Hey, my name is Scott Smith and I’m the CEO at CloudApp. We're a business that started in 2016, and our focus is on visual communication. So the idea is that most of the time, it can be really difficult to explain your point or get your point across using just text-based messaging like Slack or email, and you end up writing long emails or long messages that nobody wants to read and also similarly, we're all burned out from video meetings like Zoom and teams other kinds of tools. So if you could capture what you see on your screen and share it as a quick video, screenshot, or annotation, it'll show what you're talking about much faster. And so our business builds software for companies like Qualtrix and Zendesk, and Atlassian, as well as small startups of 1-2 people.
What is your long-term vision for CloudApp?
So we started off by building a simple and, over time, more powerful capture product that could capture anything that you saw on your computer and would be able to integrate in any workflow that you have. So we have integrations with Github, Atlassian, Zendesk, Slack, and quite a few others. Then, as you capture more of this information and these videos and put them into tools you care about, we want that information to start coming alive. We want it to be searchable. We want it to be transcribable. We want our information to inform how you work and be a more superhuman version of yourself. So basically, the vision of the product is to help people become super versions of themselves, get work done faster and be more productive and try to make work a more friendly, happy place rather than feeling tired, exhausted, and burnt out.
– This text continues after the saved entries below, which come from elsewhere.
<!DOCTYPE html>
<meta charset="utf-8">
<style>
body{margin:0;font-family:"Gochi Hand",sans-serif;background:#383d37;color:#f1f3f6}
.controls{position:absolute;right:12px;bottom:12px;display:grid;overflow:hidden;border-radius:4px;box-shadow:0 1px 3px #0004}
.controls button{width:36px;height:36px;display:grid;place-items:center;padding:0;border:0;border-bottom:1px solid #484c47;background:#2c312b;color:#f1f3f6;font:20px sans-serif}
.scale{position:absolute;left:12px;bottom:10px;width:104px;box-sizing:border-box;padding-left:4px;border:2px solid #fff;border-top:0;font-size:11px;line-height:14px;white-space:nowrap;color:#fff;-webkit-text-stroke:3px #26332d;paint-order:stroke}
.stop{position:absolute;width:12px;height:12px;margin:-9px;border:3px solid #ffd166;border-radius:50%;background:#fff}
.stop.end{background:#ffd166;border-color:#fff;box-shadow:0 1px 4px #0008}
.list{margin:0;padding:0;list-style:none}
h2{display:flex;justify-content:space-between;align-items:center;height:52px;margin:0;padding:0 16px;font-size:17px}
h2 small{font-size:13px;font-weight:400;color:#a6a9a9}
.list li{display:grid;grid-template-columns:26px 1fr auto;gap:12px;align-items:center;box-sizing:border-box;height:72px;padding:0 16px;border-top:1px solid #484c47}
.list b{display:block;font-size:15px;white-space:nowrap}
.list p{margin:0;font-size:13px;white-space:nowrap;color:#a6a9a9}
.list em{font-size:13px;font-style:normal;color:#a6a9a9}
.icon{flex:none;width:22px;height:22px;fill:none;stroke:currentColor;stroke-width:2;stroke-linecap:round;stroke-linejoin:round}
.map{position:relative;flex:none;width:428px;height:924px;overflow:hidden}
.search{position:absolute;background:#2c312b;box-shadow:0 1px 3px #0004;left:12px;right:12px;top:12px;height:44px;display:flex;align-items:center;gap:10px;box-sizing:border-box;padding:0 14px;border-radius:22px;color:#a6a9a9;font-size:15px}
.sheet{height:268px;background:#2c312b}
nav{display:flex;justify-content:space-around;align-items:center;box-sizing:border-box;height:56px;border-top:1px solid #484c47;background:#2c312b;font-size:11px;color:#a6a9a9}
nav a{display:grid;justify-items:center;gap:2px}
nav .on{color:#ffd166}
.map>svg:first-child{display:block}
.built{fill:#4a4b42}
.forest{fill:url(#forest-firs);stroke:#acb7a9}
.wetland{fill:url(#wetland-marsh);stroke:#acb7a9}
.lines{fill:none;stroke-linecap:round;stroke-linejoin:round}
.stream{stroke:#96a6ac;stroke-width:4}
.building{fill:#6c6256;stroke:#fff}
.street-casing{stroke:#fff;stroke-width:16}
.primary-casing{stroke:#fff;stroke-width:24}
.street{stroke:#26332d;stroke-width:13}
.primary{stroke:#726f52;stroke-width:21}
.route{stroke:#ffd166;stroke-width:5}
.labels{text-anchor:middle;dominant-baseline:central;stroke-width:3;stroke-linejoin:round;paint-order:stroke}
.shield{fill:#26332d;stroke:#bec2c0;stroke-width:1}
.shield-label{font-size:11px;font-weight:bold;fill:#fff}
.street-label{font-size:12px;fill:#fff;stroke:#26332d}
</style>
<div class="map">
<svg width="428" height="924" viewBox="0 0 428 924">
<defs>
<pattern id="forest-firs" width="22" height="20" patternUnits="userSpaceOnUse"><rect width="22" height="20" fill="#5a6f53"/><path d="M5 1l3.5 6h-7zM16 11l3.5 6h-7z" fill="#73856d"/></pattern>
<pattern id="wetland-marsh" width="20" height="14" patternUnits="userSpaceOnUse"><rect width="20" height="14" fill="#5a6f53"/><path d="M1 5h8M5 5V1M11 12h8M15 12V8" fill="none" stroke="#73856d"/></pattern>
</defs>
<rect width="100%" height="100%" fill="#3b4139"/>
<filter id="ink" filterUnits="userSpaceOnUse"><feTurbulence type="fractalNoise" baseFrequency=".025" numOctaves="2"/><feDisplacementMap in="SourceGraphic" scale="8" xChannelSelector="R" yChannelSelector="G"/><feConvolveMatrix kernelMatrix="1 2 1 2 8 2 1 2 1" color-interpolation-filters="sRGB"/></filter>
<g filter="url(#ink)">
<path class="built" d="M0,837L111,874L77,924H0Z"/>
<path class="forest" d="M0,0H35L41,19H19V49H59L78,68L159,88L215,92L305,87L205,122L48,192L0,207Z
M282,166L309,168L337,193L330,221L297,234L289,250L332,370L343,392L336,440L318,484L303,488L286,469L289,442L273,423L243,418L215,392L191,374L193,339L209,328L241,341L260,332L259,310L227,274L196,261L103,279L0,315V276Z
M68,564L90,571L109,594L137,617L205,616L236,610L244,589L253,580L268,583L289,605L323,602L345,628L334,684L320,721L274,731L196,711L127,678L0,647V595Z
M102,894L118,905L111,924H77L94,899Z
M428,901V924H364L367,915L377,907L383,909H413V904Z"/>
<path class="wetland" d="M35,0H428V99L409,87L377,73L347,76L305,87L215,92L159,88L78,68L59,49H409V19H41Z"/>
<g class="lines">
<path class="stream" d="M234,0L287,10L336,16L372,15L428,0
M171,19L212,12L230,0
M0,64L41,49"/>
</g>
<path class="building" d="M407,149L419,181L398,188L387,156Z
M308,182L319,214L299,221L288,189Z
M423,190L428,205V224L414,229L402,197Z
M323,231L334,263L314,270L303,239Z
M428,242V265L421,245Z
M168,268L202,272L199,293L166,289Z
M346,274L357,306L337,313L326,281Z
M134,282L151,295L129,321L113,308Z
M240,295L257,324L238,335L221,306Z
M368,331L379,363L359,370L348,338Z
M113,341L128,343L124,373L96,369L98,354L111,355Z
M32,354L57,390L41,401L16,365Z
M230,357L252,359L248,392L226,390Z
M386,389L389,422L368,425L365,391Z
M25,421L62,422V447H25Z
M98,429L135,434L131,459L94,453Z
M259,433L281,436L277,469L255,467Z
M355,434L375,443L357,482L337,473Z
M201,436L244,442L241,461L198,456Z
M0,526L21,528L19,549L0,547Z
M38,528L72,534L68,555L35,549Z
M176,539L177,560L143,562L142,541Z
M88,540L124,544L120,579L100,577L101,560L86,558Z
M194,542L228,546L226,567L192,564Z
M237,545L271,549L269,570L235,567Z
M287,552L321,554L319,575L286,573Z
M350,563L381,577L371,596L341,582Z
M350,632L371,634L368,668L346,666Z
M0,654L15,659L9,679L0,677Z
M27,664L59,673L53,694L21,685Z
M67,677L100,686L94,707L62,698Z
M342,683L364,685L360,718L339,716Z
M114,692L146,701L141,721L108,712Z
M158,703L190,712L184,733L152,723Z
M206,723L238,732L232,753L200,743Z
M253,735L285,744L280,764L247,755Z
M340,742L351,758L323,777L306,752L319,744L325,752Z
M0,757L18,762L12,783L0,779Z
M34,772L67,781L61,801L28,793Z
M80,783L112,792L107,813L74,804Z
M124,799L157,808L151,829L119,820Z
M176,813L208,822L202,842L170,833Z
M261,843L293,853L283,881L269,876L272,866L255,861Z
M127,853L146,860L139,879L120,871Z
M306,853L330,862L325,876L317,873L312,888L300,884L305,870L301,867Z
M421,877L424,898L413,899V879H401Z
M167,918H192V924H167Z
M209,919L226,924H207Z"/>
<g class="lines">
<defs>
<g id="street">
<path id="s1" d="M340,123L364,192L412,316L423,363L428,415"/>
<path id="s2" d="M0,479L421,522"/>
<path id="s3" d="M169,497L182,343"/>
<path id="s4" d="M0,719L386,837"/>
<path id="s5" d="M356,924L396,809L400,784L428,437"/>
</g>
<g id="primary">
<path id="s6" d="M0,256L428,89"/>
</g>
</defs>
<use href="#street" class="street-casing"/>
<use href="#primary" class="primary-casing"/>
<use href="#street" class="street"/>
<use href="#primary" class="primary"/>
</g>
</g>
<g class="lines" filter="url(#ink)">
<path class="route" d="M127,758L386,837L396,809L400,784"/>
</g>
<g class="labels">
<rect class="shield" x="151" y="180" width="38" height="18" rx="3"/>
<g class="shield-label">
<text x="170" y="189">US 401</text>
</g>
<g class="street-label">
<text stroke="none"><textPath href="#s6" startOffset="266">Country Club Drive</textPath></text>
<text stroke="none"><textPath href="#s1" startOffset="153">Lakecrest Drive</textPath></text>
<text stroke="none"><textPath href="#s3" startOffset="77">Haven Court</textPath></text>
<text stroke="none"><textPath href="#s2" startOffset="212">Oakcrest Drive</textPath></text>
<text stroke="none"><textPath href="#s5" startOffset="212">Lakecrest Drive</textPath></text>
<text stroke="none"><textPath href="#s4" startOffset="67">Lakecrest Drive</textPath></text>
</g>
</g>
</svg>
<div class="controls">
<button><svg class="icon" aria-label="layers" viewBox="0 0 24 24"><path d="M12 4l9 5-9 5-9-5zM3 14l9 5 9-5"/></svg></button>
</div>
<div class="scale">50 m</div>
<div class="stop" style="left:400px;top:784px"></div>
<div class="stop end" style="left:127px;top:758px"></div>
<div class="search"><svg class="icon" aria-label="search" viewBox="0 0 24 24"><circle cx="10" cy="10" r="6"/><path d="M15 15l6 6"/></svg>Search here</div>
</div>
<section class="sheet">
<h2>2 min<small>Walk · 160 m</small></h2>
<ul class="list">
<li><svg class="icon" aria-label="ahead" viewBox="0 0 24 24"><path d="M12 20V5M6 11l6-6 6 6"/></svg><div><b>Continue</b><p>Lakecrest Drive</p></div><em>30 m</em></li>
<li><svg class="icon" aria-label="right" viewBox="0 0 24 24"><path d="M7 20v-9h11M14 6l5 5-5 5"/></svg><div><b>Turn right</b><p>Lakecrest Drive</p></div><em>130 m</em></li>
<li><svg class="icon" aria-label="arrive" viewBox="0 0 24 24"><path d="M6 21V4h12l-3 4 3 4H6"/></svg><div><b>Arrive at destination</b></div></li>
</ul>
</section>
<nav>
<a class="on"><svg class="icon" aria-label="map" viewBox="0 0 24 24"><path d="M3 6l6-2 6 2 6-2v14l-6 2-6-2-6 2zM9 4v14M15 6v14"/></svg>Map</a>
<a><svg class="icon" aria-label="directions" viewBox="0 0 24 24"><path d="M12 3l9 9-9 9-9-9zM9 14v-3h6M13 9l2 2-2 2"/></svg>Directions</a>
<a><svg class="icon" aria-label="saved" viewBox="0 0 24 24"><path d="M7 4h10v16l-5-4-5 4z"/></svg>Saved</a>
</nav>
What inspired you to start your own company?
When I was working at Facebook, I'd been there through an acquisition of a company called Parse, and I was working on a new product, and the product was called Facebook At Work or Workplace. So it was basically like using Facebook as you would, but in a work environment - so messaging, communication, all that kind of stuff. And I would go out and I would talk to the CTO of a 5,000, 20,000, 100,000 person company, and they would say, "Hey, I'd love to try the product. Can you send me some more information?" And anytime that I wanted to show what we were working on, my process would be - take a product like Quicktime, record a huge video, like 5 or 6 GB, try to figure out how to compress it and I would go to the tools available at Facebook like Box, Dropbox, maybe Zoho and a couple of others and upload it to that tool and then try to share that content out and make it external. And every time the videos were huge, they weren't transcoded, meaning you couldn't watch them on whatever platform you wanted to be on - mobile, web, or desktop. So sharing the files became kind of complex and cumbersome. So anyway, what was really, to me, was part of the idea with CloudApp was that every aspect of that flow I mentioned was instantaneous and easy to do for just about anybody. So that was a big reason that I thought, "Hey, this could be really cool," and I think as we developed it over time, we saw more and more people had similar problems - just wanting to get their point across and be clear, consistent, and very fast.